- **What the task asks**: Using the listing below, set down exactly the lines from the one that contains "Input: one rendered" through the one that contains "Map reading. Parse", with no pictures.

- **Provided data**:
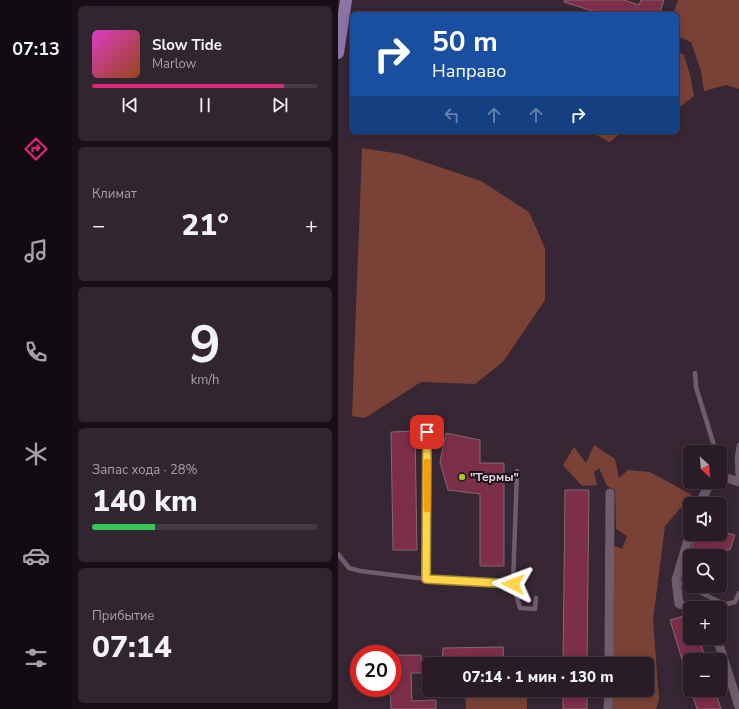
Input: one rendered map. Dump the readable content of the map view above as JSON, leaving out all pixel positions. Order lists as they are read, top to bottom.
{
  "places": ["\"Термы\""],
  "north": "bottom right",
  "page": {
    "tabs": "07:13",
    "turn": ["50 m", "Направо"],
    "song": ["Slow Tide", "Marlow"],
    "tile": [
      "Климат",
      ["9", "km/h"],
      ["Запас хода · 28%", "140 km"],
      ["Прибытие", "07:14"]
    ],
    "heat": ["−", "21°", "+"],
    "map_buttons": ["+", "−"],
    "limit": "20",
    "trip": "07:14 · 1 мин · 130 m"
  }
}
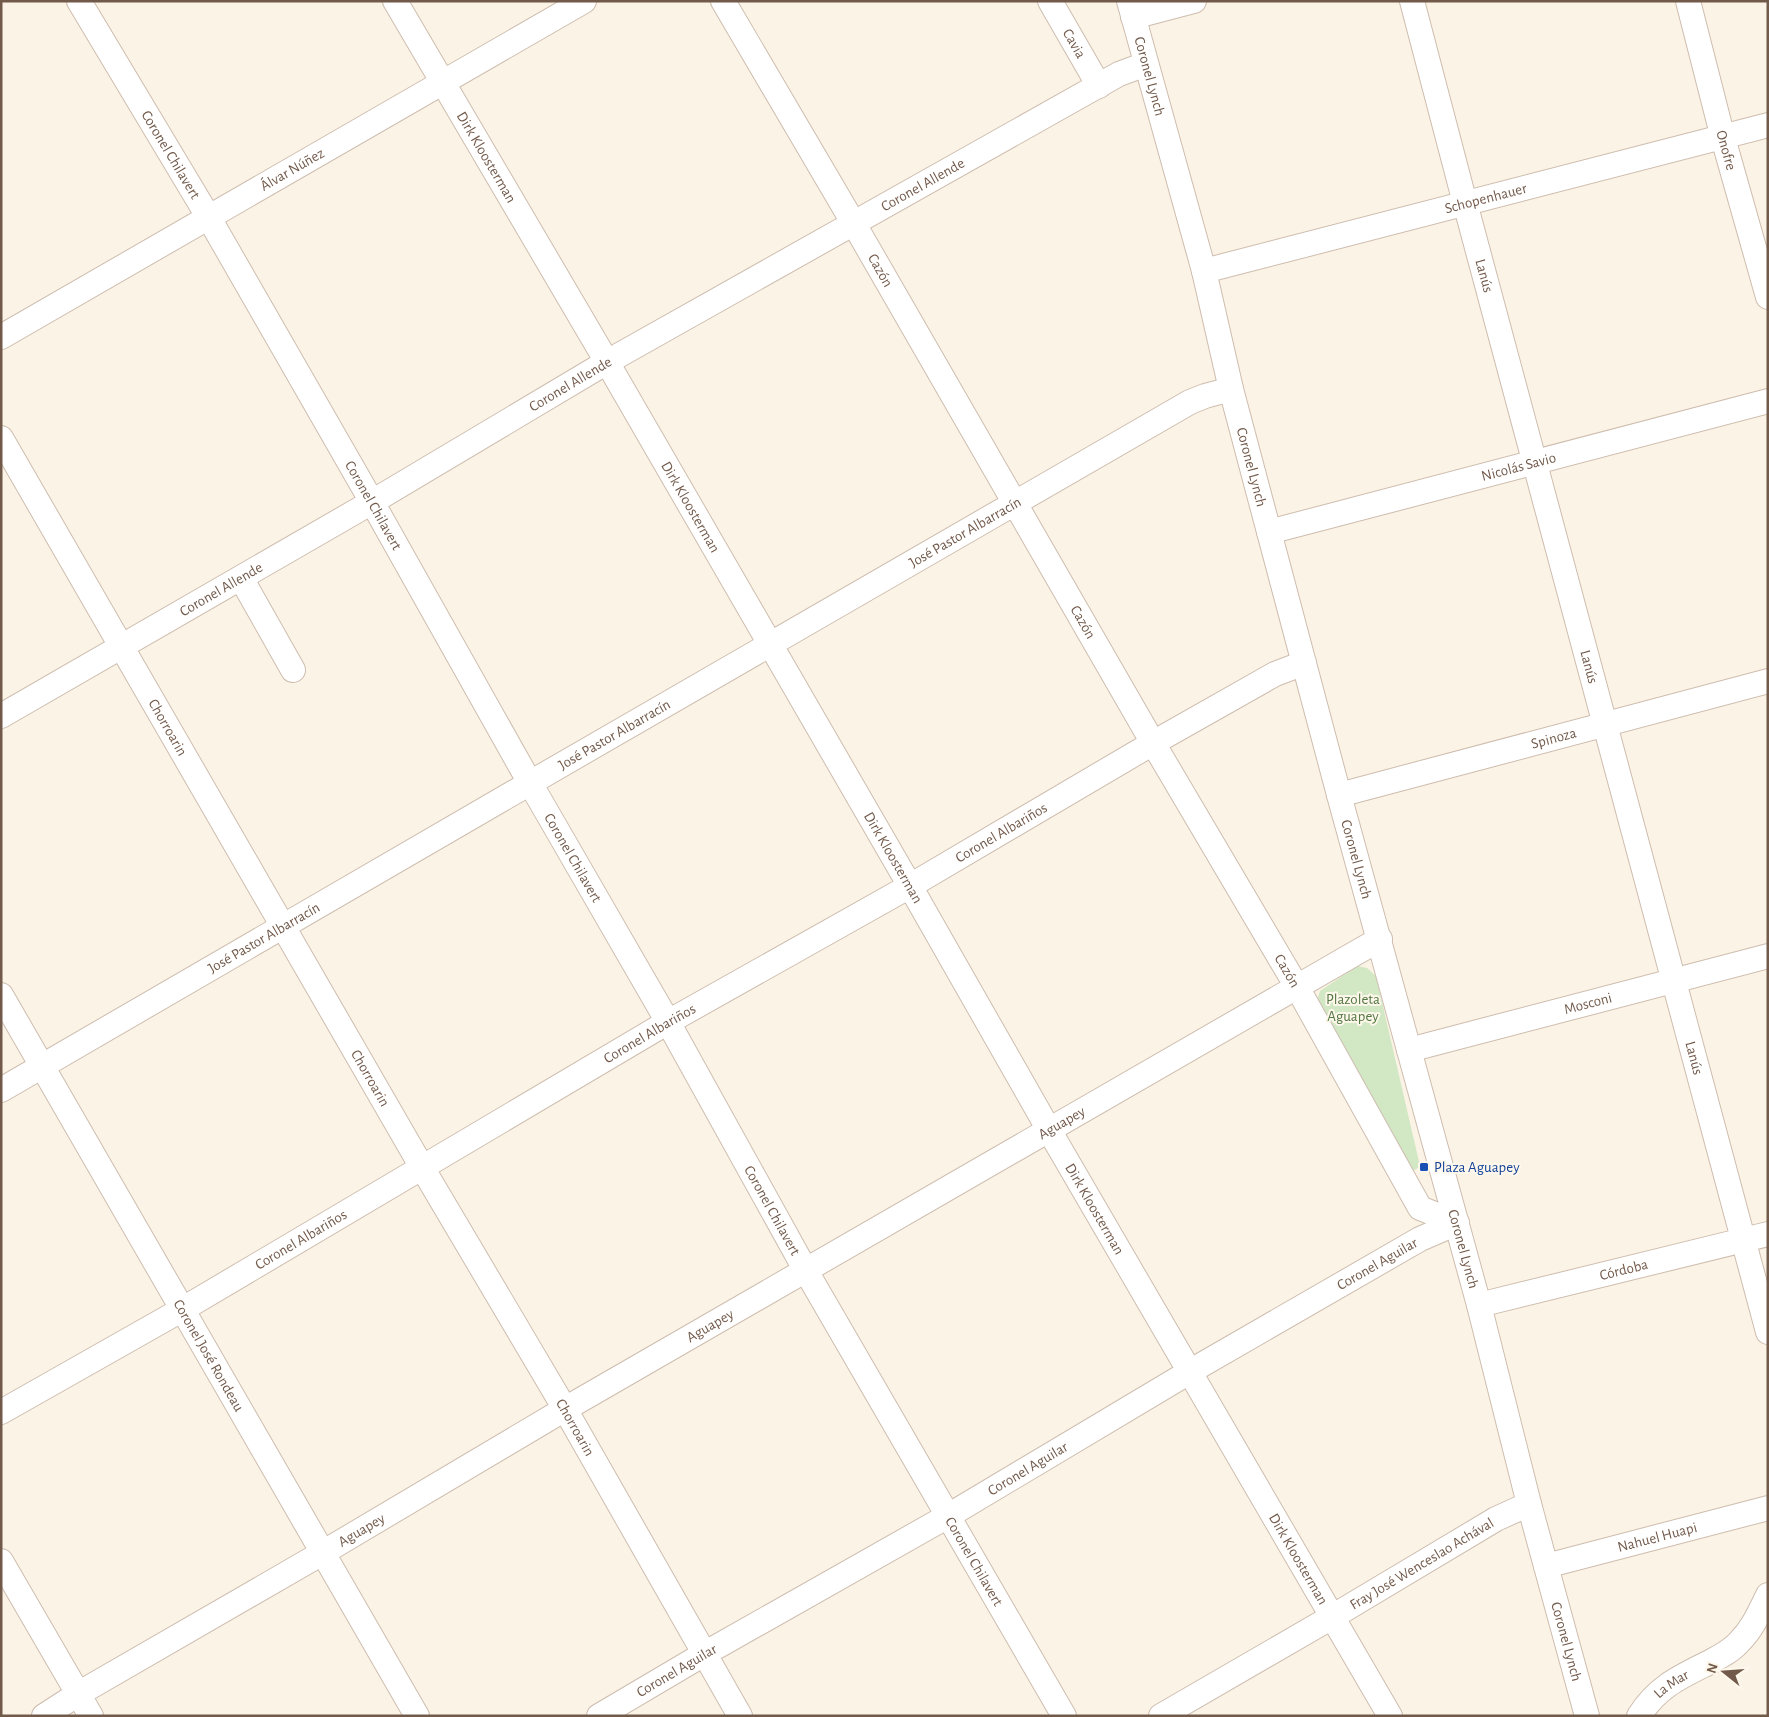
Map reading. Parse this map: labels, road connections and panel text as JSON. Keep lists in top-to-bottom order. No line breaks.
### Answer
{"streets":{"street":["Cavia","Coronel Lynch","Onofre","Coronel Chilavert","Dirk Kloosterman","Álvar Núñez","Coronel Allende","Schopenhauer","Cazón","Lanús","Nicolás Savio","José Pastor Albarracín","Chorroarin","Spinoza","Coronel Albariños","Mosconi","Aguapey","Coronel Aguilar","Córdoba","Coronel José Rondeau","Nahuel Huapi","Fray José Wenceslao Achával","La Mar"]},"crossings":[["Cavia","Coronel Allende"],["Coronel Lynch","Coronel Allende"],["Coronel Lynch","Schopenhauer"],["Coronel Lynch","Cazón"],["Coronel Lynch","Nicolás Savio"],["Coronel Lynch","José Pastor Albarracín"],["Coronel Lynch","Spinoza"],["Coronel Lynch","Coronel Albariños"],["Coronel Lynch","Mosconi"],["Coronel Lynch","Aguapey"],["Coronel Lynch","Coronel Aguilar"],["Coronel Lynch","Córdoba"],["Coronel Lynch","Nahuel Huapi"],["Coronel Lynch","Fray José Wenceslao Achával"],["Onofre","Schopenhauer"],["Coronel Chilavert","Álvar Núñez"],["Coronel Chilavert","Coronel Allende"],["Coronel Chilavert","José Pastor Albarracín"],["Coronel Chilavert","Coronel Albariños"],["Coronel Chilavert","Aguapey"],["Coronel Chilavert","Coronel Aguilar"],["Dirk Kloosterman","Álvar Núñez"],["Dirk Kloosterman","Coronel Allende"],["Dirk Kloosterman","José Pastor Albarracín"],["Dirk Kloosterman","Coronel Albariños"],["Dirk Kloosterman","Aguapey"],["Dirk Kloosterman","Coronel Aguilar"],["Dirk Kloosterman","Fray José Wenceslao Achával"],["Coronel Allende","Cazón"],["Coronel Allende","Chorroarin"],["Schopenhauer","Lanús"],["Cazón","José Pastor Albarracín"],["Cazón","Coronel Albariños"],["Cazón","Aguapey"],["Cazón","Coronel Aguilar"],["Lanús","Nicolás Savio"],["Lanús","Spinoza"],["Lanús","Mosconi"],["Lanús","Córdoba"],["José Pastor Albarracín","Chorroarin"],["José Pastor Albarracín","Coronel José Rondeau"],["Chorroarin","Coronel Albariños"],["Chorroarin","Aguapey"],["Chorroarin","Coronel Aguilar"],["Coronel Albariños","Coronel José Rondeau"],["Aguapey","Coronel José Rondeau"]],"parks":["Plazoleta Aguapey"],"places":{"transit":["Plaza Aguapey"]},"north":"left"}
==
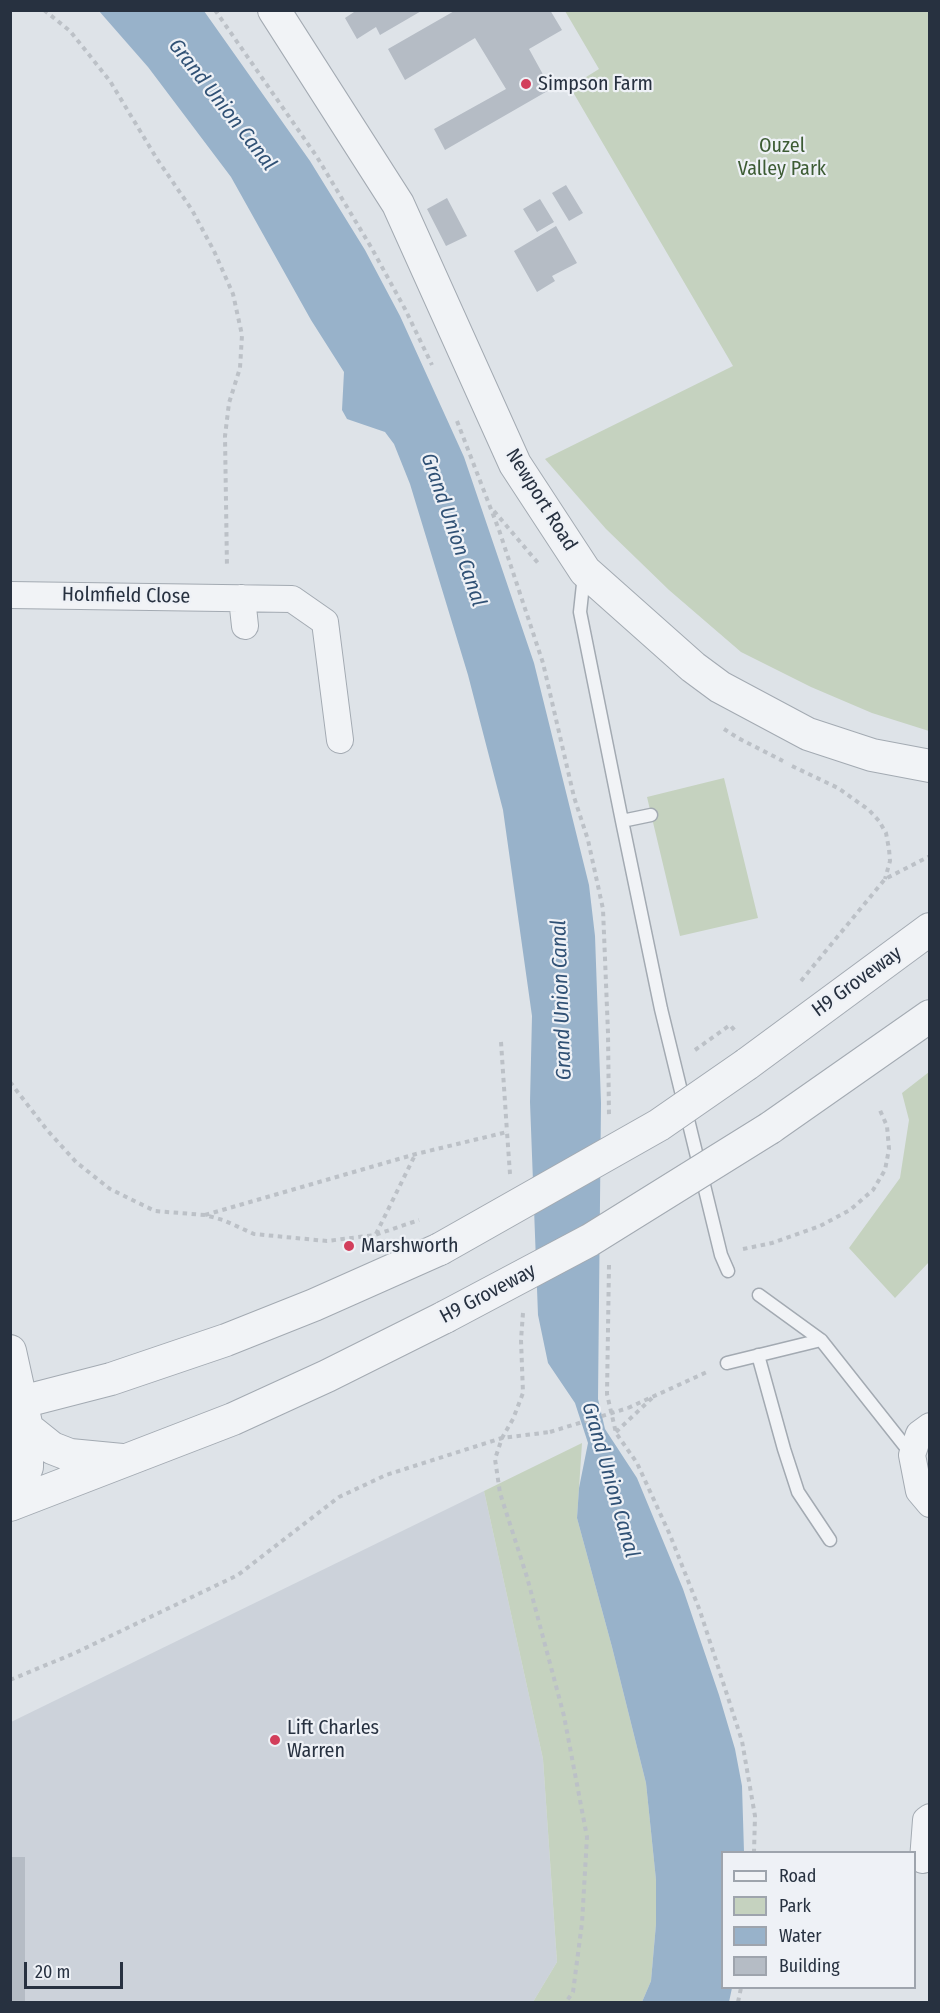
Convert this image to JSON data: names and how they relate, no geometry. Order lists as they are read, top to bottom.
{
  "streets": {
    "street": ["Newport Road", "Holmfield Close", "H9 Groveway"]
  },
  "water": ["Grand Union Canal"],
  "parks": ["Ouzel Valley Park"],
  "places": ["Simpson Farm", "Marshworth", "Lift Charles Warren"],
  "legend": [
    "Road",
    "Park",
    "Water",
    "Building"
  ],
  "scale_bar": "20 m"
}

- **Solution for this task**:
Input: one rendered map. Dump the readable content of the map view above as JSON, leaving out all pixel positions. Order lists as they are read, top to bottom.
{
  "places": ["\"Термы\""],
  "north": "bottom right",
  "page": {
    "tabs": "07:13",
    "turn": ["50 m", "Направо"],
    "song": ["Slow Tide", "Marlow"],
    "tile": [
      "Климат",
      ["9", "km/h"],
      ["Запас хода · 28%", "140 km"],
      ["Прибытие", "07:14"]
    ],
    "heat": ["−", "21°", "+"],
    "map_buttons": ["+", "−"],
    "limit": "20",
    "trip": "07:14 · 1 мин · 130 m"
  }
}
Map reading. Parse this map: labels, road connections and panel text as JSON. Keep lists in top-to-bottom order. No line breaks.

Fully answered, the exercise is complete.